--- EXERCISE GOAL ---
Run through the records and show each line that includes the string "stones".

Stored data:
····················

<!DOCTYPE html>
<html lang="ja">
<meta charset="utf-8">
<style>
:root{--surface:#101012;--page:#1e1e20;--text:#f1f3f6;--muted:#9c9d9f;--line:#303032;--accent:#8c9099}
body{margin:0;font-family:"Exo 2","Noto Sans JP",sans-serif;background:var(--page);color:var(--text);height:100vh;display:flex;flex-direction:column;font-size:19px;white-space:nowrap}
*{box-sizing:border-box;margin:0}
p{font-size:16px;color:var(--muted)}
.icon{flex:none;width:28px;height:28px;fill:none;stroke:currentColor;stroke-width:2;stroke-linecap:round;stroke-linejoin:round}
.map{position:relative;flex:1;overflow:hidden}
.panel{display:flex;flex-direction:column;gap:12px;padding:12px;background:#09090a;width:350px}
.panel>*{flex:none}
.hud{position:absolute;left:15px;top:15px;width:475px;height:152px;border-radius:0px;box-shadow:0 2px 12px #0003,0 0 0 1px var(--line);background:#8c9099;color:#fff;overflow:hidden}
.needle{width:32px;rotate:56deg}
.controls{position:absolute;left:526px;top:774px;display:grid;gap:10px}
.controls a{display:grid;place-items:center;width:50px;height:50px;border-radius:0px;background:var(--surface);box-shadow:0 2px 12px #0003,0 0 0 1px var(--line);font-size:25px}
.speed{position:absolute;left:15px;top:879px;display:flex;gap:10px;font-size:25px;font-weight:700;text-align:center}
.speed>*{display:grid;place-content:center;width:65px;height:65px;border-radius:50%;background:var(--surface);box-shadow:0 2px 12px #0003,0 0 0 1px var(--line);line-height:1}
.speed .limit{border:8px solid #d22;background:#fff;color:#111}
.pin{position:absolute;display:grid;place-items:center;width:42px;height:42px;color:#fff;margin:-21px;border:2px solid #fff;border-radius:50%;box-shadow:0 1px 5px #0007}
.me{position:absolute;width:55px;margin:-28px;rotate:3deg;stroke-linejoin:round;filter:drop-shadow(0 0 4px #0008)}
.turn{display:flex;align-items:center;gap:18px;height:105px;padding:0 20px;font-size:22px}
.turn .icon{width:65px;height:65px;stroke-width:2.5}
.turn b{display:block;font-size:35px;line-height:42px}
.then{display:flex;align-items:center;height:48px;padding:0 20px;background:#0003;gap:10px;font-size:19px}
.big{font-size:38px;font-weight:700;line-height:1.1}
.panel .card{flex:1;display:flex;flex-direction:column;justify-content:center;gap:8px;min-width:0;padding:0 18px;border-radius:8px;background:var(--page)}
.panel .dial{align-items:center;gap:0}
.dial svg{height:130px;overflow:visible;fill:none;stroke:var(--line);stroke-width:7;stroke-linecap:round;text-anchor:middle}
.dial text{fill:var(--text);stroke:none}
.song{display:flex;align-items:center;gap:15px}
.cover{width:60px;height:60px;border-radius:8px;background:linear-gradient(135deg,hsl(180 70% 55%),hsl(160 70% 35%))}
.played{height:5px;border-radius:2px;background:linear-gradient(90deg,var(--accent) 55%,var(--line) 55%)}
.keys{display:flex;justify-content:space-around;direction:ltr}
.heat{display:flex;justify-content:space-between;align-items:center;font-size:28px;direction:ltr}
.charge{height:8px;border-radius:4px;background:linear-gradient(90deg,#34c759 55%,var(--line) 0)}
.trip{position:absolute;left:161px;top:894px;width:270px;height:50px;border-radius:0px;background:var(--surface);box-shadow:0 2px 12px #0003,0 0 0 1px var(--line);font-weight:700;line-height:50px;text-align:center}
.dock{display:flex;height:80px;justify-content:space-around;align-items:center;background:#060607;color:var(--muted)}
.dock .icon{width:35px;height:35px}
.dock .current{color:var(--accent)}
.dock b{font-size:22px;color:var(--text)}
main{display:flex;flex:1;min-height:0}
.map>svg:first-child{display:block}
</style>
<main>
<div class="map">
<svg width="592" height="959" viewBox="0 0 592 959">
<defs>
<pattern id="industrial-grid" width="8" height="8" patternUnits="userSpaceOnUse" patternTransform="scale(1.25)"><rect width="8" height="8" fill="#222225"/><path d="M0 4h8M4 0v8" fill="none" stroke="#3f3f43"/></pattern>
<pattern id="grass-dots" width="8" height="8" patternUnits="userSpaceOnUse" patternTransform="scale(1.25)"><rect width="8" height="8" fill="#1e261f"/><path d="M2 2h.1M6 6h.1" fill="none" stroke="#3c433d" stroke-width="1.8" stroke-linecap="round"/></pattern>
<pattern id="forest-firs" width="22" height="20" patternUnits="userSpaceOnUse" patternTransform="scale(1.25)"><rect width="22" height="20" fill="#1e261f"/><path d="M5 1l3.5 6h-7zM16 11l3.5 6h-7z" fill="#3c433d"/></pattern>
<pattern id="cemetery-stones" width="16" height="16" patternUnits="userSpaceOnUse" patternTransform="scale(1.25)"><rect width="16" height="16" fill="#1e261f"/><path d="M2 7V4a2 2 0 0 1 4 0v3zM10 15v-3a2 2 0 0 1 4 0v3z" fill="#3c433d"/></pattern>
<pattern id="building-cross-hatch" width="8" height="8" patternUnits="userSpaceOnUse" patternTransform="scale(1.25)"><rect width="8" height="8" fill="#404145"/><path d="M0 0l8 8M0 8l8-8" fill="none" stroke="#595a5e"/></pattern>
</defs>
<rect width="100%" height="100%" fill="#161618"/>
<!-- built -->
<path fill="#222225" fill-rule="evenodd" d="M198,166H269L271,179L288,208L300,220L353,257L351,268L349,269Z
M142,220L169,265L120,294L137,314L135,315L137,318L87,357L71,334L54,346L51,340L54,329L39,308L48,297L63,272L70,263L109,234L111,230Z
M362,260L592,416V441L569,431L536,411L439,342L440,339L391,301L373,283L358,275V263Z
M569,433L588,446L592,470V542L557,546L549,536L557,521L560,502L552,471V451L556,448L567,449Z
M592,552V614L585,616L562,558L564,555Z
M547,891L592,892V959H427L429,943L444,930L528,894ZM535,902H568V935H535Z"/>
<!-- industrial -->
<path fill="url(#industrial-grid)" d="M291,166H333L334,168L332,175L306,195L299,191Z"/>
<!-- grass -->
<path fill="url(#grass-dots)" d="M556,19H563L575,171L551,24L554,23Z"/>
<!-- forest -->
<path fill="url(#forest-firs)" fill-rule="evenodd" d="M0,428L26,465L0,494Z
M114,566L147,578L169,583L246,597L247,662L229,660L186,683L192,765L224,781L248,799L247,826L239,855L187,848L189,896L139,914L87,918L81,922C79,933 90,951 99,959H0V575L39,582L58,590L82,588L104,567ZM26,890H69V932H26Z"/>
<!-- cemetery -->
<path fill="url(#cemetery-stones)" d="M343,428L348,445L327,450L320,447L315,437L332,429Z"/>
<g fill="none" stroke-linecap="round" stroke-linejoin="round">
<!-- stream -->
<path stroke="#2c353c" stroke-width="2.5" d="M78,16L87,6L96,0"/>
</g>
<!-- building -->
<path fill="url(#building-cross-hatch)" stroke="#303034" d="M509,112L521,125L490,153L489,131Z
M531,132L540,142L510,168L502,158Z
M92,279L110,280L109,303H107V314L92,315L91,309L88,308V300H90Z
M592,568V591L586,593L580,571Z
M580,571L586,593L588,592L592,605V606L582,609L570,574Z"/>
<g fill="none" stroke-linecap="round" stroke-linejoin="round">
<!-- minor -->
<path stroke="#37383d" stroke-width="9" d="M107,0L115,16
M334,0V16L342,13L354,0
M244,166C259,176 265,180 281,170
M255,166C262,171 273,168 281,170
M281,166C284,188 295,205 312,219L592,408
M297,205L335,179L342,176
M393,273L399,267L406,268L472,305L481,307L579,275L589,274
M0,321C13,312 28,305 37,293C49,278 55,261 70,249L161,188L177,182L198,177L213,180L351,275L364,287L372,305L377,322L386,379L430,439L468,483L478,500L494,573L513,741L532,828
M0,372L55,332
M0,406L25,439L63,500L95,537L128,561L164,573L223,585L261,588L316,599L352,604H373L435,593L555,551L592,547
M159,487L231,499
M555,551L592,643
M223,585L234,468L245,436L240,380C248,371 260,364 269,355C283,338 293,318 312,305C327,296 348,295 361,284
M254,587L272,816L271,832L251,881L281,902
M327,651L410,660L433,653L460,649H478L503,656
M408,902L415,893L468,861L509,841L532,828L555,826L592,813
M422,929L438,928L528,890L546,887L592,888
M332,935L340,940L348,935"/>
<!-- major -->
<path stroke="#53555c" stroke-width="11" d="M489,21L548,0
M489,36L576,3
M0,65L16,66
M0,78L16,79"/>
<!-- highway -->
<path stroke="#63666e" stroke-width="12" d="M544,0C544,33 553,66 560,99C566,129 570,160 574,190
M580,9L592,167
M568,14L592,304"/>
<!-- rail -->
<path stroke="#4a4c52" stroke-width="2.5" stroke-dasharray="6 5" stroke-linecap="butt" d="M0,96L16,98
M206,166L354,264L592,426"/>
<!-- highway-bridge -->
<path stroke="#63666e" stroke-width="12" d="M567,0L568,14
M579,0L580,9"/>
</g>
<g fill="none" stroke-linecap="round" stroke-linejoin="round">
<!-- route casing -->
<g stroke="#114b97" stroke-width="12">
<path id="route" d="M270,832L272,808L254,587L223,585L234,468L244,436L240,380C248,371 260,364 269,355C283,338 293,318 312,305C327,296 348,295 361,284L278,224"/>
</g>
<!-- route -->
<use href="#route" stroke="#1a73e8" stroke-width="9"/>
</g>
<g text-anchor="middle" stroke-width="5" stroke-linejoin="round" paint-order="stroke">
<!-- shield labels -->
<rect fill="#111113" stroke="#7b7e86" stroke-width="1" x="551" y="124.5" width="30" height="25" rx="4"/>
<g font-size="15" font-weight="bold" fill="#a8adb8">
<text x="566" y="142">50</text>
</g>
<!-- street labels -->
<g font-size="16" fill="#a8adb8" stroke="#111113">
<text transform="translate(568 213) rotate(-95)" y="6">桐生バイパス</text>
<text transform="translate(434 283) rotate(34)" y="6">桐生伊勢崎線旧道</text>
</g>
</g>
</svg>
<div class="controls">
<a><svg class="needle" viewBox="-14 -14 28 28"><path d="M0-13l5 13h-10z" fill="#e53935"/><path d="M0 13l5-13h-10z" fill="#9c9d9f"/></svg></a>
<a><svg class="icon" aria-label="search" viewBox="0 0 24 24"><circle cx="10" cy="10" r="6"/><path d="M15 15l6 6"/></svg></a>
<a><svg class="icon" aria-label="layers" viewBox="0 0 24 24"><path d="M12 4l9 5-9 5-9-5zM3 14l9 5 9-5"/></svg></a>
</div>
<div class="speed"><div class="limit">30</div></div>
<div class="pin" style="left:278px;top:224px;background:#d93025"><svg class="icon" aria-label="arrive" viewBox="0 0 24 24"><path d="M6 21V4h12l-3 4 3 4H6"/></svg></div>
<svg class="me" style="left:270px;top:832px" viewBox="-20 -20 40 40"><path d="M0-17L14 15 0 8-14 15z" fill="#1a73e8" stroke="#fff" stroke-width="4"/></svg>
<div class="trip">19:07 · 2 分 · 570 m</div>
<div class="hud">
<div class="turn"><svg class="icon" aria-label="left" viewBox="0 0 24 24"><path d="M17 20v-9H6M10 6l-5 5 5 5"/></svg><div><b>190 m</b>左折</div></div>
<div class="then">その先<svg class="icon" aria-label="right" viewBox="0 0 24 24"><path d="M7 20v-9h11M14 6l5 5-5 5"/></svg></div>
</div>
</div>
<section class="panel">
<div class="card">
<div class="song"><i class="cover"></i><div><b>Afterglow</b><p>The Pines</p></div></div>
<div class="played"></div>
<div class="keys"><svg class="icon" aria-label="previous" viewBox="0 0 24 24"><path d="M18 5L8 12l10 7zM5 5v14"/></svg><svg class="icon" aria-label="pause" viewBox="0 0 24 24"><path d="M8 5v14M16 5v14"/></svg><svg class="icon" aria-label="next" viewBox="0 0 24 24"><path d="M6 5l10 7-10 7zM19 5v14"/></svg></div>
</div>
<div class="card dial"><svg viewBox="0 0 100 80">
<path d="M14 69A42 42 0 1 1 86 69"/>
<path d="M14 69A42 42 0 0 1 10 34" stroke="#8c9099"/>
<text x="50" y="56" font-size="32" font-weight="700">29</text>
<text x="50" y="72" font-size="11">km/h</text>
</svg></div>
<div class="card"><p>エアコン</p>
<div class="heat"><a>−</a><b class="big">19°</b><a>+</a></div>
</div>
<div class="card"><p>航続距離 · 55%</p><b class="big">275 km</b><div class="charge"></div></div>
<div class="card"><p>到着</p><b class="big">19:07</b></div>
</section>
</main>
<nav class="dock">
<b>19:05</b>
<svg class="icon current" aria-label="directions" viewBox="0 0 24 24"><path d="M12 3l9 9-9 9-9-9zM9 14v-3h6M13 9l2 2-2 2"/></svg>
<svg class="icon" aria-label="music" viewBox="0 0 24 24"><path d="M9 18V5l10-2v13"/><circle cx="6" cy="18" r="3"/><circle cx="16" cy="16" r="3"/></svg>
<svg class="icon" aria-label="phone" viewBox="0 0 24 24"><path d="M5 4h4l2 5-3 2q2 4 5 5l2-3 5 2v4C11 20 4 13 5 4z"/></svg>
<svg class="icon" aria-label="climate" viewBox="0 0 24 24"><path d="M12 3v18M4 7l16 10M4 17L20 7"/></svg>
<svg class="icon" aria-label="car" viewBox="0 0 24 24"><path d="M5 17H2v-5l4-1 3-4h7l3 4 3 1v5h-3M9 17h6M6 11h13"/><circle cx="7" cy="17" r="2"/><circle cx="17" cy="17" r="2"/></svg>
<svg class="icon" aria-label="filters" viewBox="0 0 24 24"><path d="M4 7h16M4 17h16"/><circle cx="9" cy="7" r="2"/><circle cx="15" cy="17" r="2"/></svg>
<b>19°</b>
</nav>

····················

--- TASK RESPONSE ---
<pattern id="cemetery-stones" width="16" height="16" patternUnits="userSpaceOnUse" patternTransform="scale(1.25)"><rect width="16" height="16" fill="#1e261f"/><path d="M2 7V4a2 2 0 0 1 4 0v3zM10 15v-3a2 2 0 0 1 4 0v3z" fill="#3c433d"/></pattern>
<path fill="url(#cemetery-stones)" d="M343,428L348,445L327,450L320,447L315,437L332,429Z"/>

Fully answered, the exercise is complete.